Optionally, simulator can add central planner to the evolutionary game. At the moment, mixing emergent strategies with central assignemtn strategies is not part of our research.
In previous version of the simulator, after every 10 ticks of simulation every agent get a new task-choice strategy according to the implemented well-known genetic algorithm called Stochastic Universal Sampling (SUS) method. SUS is a fitness proportionate selection method which uses a single random value to sample all solutions by choosing them at evenly spaced intervals. This gives weaker members of the population (according to the fitness function) a chance to be chosen. Utility function considers lowest experience in a single skill plus 1/20 part of an average experience in all the skills. In the new version, we use a fully implemented collaboration controller with generations and iterations counters. Evolution process happens at the end of a generation, and than state of objects is reset.
Utility function considers lowest experience in a single skill plus 1/20 part of an average experience in all the skills. It makes for avoid bais in a situation when have some skill in which he is very weak but couple of more skills in which he/she is very advanced.
At the end of a generation, experience of agents is reset to the initial one.
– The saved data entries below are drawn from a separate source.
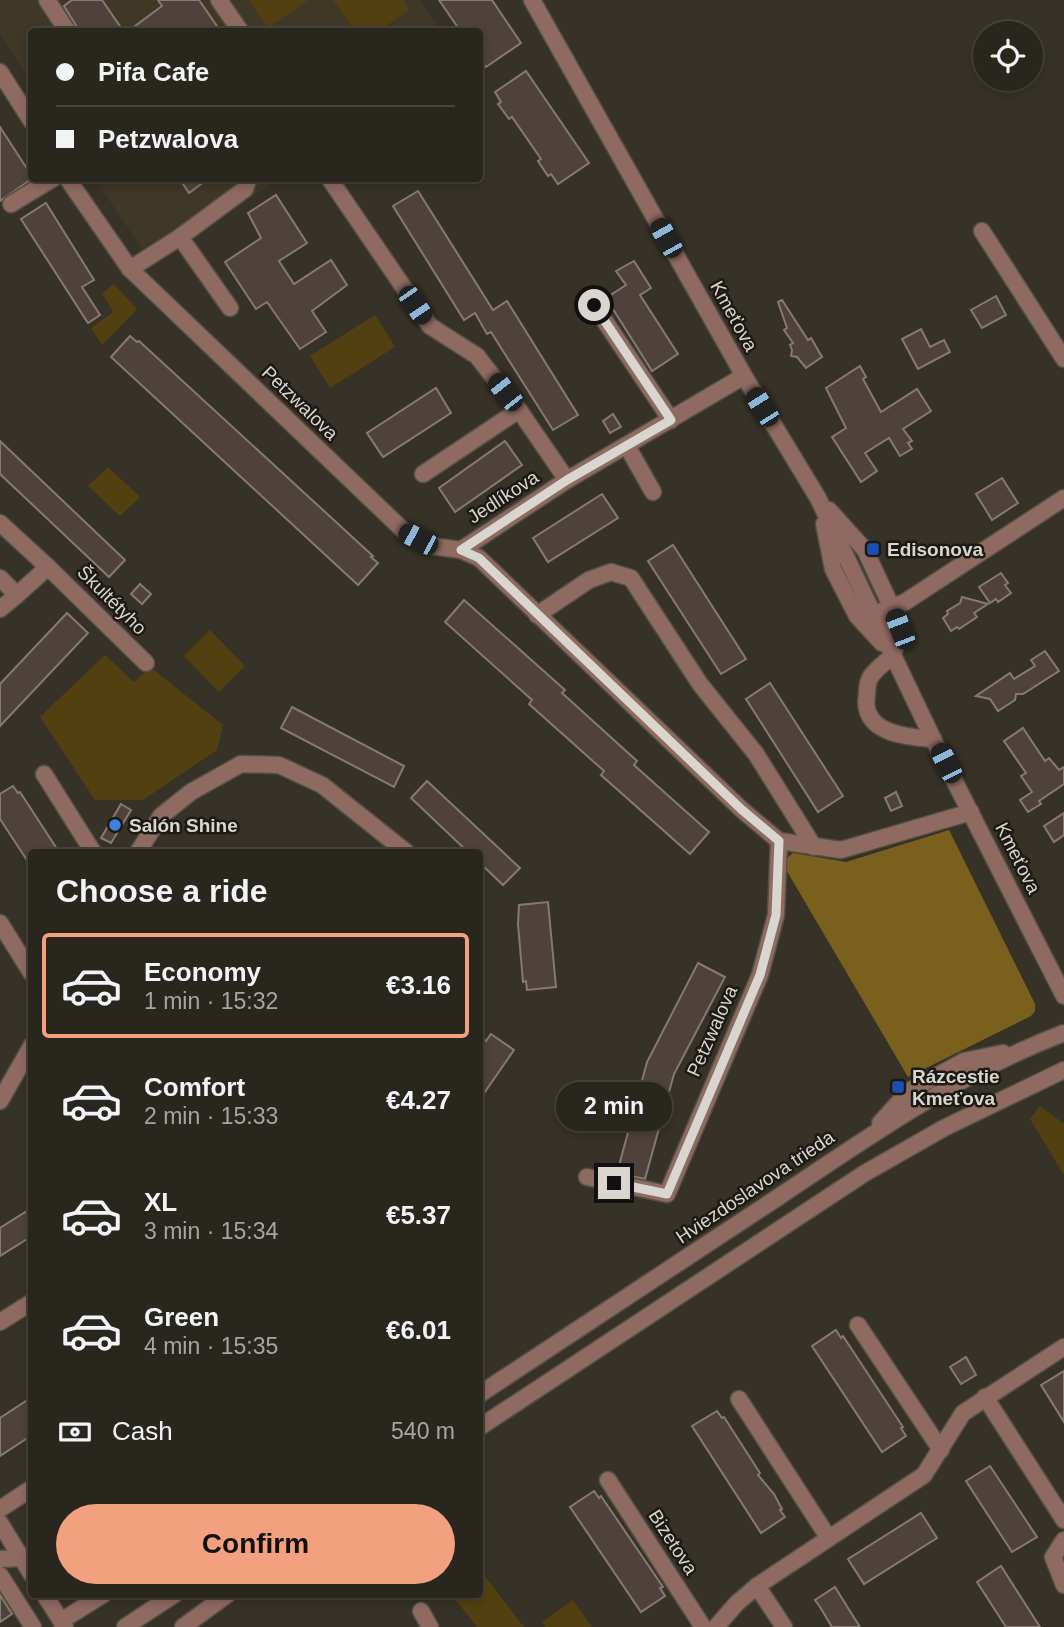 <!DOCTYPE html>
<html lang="en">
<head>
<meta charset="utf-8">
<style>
	:root { --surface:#29261d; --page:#312e26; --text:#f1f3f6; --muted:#a5a5a4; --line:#45433b; --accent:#f2a07e }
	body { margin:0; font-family:Helvetica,sans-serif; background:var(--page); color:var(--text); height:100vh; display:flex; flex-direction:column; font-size:26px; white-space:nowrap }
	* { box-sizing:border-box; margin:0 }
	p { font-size:23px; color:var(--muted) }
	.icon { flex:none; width:38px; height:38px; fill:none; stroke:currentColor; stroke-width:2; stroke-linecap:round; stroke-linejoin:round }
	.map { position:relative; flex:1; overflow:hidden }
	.details { position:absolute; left:28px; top:849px; width:455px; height:749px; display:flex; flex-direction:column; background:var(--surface); border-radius:7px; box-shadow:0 4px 10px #0003,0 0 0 2px var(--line) }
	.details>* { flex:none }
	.top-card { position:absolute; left:28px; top:28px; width:455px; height:154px; border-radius:7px; box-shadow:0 4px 10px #0003,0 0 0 2px var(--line); display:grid; align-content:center; height:154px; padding:0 28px; background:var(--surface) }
	.buttons { position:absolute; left:973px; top:21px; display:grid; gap:14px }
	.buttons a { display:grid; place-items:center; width:70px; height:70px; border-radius:50%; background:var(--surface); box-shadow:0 4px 10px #0003,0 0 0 2px var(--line); font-size:35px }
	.end { position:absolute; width:32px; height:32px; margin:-16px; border:9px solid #d9d6cf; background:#111; box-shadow:0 0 0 4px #111 }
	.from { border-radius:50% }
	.bubble { position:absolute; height:49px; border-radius:24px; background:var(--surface); box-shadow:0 4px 10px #0003,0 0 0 2px var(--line); font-size:23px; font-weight:600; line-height:49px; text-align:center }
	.car { position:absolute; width:21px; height:42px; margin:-21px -10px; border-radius:9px; box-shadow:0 0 5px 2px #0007; background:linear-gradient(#222 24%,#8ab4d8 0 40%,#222 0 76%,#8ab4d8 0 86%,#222 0) }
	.top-card b { display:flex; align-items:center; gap:24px; height:66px; font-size:26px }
	.top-card b+b { border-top:2px solid var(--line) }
	.top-card i { width:18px; height:18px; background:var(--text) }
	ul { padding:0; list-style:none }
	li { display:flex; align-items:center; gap:21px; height:105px; margin:0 14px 10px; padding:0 14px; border:4px solid transparent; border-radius:7px }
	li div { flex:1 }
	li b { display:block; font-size:26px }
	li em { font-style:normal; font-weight:600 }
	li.selected { border-color:var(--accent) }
	li>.icon { width:63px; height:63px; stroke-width:1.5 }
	h2 { padding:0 28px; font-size:32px; line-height:84px }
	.pay { display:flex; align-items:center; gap:18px; height:77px; padding:0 28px; font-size:26px }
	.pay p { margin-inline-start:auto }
	.action { display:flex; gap:14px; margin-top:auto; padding:14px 28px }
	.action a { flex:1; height:80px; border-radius:42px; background:var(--accent); color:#111; font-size:28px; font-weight:600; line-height:80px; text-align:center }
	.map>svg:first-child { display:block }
	.built { fill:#3f3826 }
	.green { fill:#524010 }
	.forest { fill:#7a601d }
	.building { fill:#4f423c; stroke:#877972; stroke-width:2 }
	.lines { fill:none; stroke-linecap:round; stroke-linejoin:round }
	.minor-casing { stroke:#545045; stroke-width:19 }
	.minor { stroke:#8f6a61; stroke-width:16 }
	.route { stroke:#d9d6cf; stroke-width:9 }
	.transit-dot { fill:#1a4fb4; stroke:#1d1a15; stroke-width:2.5 }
	.shop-dot { fill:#3f7fe0; stroke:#1d1a15; stroke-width:2.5 }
	.labels { text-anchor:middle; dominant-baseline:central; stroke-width:5; stroke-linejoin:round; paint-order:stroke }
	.street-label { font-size:19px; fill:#d9d6cf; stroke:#1d1a15 }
	.poi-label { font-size:19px; font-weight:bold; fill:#d9d6cf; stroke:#1d1a15; text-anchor:start }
</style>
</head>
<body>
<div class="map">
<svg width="1064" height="1627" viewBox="0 0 1064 1627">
	<rect width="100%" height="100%" fill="#373227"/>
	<g class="built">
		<polygon points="0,0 420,0 442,31 32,32 31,82 0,34"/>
		<polygon points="95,179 279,179 195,233 186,226 142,249"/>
	</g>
	<g class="green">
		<polygon points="249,0 306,0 307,1 268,28"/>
		<polygon points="333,0 403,0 409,10 379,31 355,31"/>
		<polygon points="114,284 137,309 102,345 91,328 113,312 102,293"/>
		<polygon points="375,315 395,347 330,388 310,356"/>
		<polygon points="108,467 140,497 120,516 88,486"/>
		<polygon points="210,630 245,666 219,692 184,656"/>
		<polygon points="105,655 134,682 150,667 223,725 217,750 143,800 95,800 40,717"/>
		<polygon points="1040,1106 1064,1124 1064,1175 1030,1119"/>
		<polygon points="480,1570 524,1627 525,1627 477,1627 451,1594 480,1594"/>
		<polygon points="573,1600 592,1627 546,1627 542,1622"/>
	</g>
	<polygon class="forest" points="949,830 1035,1004 1035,1011 1031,1016 908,1077 785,868 787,858 793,853 846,862"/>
	<g class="building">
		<polygon points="72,0 102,0 124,32 80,32 64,6"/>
		<polygon points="158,0 199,0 221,32 127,32 162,6"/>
		<polygon points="439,0 492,0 521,43 486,67 480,59 480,32 461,32"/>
		<polygon points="526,71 589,163 558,184 551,174 548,176 538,161 541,159 512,117 509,119 498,104 501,102 495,92"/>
		<polygon points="0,127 33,178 0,201"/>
		<polygon points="179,178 209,178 189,193"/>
		<polygon points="418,191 493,310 507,301 578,415 553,430 491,332 487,334 475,313 464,320 393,206"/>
		<polygon points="276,195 307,243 279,261 294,284 331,260 347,285 312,311 326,332 300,349 267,302 256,309 225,262 261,238 248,213"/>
		<polygon points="46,203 94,280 82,287 100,315 88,323 21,219"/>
		<polygon points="634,261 651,288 640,295 678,354 652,371 606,298 626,285 616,271"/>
		<polygon points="996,296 1006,315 982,328 971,310"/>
		<polygon points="782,300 808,340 811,338 822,357 806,368 797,357 791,356 792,350 790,345 793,343 784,330 787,328 778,302"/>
		<polygon points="921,329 930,347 944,340 950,352 918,369 902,339"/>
		<polygon points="130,336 137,342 139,341 373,556 371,557 378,563 358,585 111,357"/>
		<polygon points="860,366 866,377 863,379 881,412 917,389 931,411 903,429 912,441 908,443 912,449 900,456 889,438 865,453 877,471 861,482 832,437 846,428 826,388"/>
		<polygon points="436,388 451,413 383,457 367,433"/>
		<polygon points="613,414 621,427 610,433 603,421"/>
		<polygon points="0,441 125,560 109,577 0,474"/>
		<polygon points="505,441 522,465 455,512 439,488"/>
		<polygon points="1002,478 1018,503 992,520 976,494"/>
		<polygon points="602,494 618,518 548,562 533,538"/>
		<polygon points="673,545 746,659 721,674 648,561"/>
		<polygon points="1001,573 1008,583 1005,585 1011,593 998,602 996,599 990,603 979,587"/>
		<polygon points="140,584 151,594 142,604 131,594"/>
		<polygon points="962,597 988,604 974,613 977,617 959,629 957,627 951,631 943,618 948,614 947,611 960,603"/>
		<polygon points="464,600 565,690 562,693 637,761 634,765 709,832 690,854 601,775 604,771 529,704 532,700 445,622"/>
		<polygon points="67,613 88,633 0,726 0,684"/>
		<polygon points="1045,651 1059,671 1023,694 1016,694 1015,700 998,711 990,699 976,696 1010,673 1014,679 1035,666 1031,660"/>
		<polygon points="770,683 843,796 818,812 746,699"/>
		<polygon points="292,707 404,766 394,787 281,728"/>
		<polygon points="1023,728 1045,761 1049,758 1059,770 1064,767 1064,784 1039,801 1041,804 1028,812 1020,800 1032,792 1021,776 1026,773 1004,741"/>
		<polygon points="427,781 520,868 503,885 480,863 480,852 468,852 411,798"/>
		<polygon points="13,786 18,793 20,792 59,852 32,852 32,868 0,819 0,794"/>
		<polygon points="896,792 902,806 891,811 885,798"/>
		<polygon points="121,804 131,810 111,843 101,838"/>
		<polygon points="1064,813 1064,835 1054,842 1044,826"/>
		<polygon points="548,902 556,987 527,990 526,981 523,982 518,924 519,905"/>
		<polygon points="698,963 725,977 674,1074 645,1179 617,1173 647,1062"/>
		<polygon points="491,1034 514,1050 480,1099 480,1036 486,1041"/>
		<polygon points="27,1211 32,1219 32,1236 0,1256 0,1228"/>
		<polygon points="836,1330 841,1338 843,1336 903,1427 901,1428 906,1436 882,1452 812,1346"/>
		<polygon points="966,1357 976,1375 961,1384 950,1367"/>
		<polygon points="1064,1371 1064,1422 1041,1385"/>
		<polygon points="32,1397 32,1435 0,1456 0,1418"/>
		<polygon points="717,1411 722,1418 724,1417 760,1473 758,1475 774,1494 782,1509 780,1510 785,1517 761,1533 692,1426"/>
		<polygon points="990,1466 1037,1537 1012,1552 966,1481"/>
		<polygon points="594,1491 599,1498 601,1496 663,1587 660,1588 665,1596 641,1612 570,1507"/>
		<polygon points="921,1513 937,1538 864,1584 848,1559"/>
		<polygon points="1001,1566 1024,1602 1040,1627 1006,1627 977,1582"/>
		<polygon points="835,1587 853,1616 860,1627 832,1627 820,1607 815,1600"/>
		<polygon points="0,1595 12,1614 0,1622"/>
	</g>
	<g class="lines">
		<defs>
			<g id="minor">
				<polyline points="47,0 68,32"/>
				<polyline points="219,0 241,32"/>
				<polyline points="532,0 744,376 818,498 933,739 1064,996"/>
				<polyline points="0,72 32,122"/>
				<polyline points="67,178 130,269 404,531 432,546 461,550 479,558 741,809 779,841 841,850 971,812"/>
				<polyline points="329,178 430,326 477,356 519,410 567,480"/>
				<polyline points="11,204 54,178"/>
				<polyline points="982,231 1064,359"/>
				<polyline points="180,237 230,308"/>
				<polyline points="130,269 180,237 245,189 249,178"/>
				<polyline points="594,305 671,420"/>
				<polyline points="627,446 653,492"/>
				<polyline points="423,474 519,410"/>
				<polyline points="829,510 865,550 892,608 900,629 893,655"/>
				<polyline points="0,523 48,567 17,595"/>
				<polyline points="824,524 833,569 857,616 882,643"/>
				<polyline points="461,550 567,480 744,376"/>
				<polyline points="48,567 146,663"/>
				<polyline points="0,578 17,595 0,609"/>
				<polyline points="874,614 905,602 1064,498"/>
				<polyline points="537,615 589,580 611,572 631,578 700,684 756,754 814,847"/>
				<path d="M893,655C886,662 874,670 870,678C868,682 867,690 867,694C860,733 905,737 933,739"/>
				<polyline points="44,774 93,852"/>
				<polyline points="138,852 161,816 191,792 241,764 279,765 322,785 406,852"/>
				<polyline points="0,923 32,974"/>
				<polyline points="0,1101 32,1045"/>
				<polyline points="880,1123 909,1091 964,1061 1003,1053"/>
				<polyline points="587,1177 667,1194 760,975 776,915 779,841"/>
				<polyline points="0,1322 32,1302"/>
				<polyline points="858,1325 941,1450"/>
				<path d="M480,1394C579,1328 680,1262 780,1196C871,1135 961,1072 1064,1033"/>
				<polyline points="985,1397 1064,1520"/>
				<polyline points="739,1399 828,1537"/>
				<polyline points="480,1427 865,1173 944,1128 1064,1070"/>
				<polyline points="608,1480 703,1627"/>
				<polyline points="0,1509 32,1488"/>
				<polyline points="0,1523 32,1575"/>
				<polyline points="1064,1540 1053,1557 1064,1585"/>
				<polyline points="0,1559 21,1558"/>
				<polyline points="0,1575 33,1627"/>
				<polyline points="757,1586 784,1627"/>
				<polyline points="44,1594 65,1627"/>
				<polyline points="421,1611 430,1627"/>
				<polyline points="61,1621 104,1594"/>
				<polyline points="125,1627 175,1594"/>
				<polyline points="183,1627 228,1594"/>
				<polyline points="716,1627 737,1603 757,1586 924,1475 963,1413 1064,1347"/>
			</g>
		</defs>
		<use href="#minor" class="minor-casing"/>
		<use href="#minor" class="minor"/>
	</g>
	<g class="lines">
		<polyline class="route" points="594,305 671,420 567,480 461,550 479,558 741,809 779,841 776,915 760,975 667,1194 614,1183"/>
	</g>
	<g class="transit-dot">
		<rect x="866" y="542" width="14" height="14" rx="3.5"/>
		<rect x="891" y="1080" width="14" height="14" rx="3.5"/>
	</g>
	<circle class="shop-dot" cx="115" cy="825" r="7"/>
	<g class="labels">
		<g class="street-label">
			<text transform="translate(734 316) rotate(61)">Kmeťova</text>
			<text transform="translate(300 403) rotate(44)">Petzwalova</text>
			<text transform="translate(503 497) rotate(-33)">Jedlíkova</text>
			<text transform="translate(112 600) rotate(45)">Škultétyho</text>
			<text transform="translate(1018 858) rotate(63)">Kmeťova</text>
			<text transform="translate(712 1031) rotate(-66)">Petzwalova</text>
			<text transform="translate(755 1187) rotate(-34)">Hviezdoslavova trieda</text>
			<text transform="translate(673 1542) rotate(57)">Bizetova</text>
		</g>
		<g class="poi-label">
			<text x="887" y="549">Edisonova</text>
			<text x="129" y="825">Salón Shine</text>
			<text x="912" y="1076">Rázcestie<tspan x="912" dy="22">Kmeťova</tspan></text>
		</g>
	</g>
</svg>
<div class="buttons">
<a><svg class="icon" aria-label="locate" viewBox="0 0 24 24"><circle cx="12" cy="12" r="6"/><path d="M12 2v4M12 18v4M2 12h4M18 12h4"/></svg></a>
</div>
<i class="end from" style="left:594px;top:305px"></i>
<i class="end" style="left:614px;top:1183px"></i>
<div class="bubble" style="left:556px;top:1082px;width:116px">2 min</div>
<i class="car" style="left:666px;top:238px;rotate:331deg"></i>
<i class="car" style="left:415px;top:305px;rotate:146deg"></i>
<i class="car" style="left:505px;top:392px;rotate:322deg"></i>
<i class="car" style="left:762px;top:407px;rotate:328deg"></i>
<i class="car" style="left:418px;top:539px;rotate:298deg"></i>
<i class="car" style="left:900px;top:629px;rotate:339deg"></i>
<i class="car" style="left:946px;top:763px;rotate:333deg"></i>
<div class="top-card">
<b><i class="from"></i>Pifa Cafe</b>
<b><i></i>Petzwalova</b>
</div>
<section class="details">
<h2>Choose a ride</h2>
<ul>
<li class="selected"><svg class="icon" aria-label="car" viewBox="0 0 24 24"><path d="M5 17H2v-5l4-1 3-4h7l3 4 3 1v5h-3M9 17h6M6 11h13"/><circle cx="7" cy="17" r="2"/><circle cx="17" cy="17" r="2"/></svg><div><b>Economy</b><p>1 min · 15:32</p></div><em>€3.16</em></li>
<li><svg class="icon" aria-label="car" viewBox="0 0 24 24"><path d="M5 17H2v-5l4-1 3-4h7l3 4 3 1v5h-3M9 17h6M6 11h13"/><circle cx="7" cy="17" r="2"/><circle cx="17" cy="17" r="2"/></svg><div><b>Comfort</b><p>2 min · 15:33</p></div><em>€4.27</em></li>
<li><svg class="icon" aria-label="car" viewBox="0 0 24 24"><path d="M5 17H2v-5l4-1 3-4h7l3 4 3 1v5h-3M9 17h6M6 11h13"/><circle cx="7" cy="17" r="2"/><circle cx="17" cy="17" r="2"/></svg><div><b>XL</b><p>3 min · 15:34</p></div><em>€5.37</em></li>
<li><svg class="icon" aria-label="car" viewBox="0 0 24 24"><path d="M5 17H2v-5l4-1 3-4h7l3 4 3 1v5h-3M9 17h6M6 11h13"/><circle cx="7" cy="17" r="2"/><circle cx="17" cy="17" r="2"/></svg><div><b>Green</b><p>4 min · 15:35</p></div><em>€6.01</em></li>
</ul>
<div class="pay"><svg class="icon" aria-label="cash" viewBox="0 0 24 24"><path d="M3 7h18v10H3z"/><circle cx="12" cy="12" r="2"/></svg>Cash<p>540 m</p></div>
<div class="action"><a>Confirm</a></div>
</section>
</div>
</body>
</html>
Agent's experience have a chance of mutating (e.g. due to their external proffesional training they had outside GitHub portal). Agent can decide to abandon a particular skill or can improve himself in it, thus the mutation works by: deleting a skill or adding more experience after a generation.
- Tick - our basic measurement of time, a single time unit in the simulation, 1 bit of time
- Iteration - sequent tick in the generation, resets after generation ends
- Generation - ends after gnt - a particular constant period of time
- Run (instance) - in case of many seperate parallel runs at once - generating more results to remove bias
A generation time gnt is a time of workload done typically in 24h hours on GitHub. We find gnt to be exactly..
Performance of strategy is measured by number of ticks required to close all the tasks.
Validation model under construction...
Q: I got this warning message in the output console
"WARNING: Unevenly distributed hash code - Degraded Preformance"
A: This is normal behaviour, when adding lot of Agents, from JScience's Fast Map, described here. Just make sure that your Agent class implements hashCode() and equals() very properly.
Q: Simulation runs very slowly
A: Run in a batch remote mode on an Unix computational machine, where there is lot of RAM and cores. Disable outputting messages in classes: PjiitOutputter and ValidationOutputter.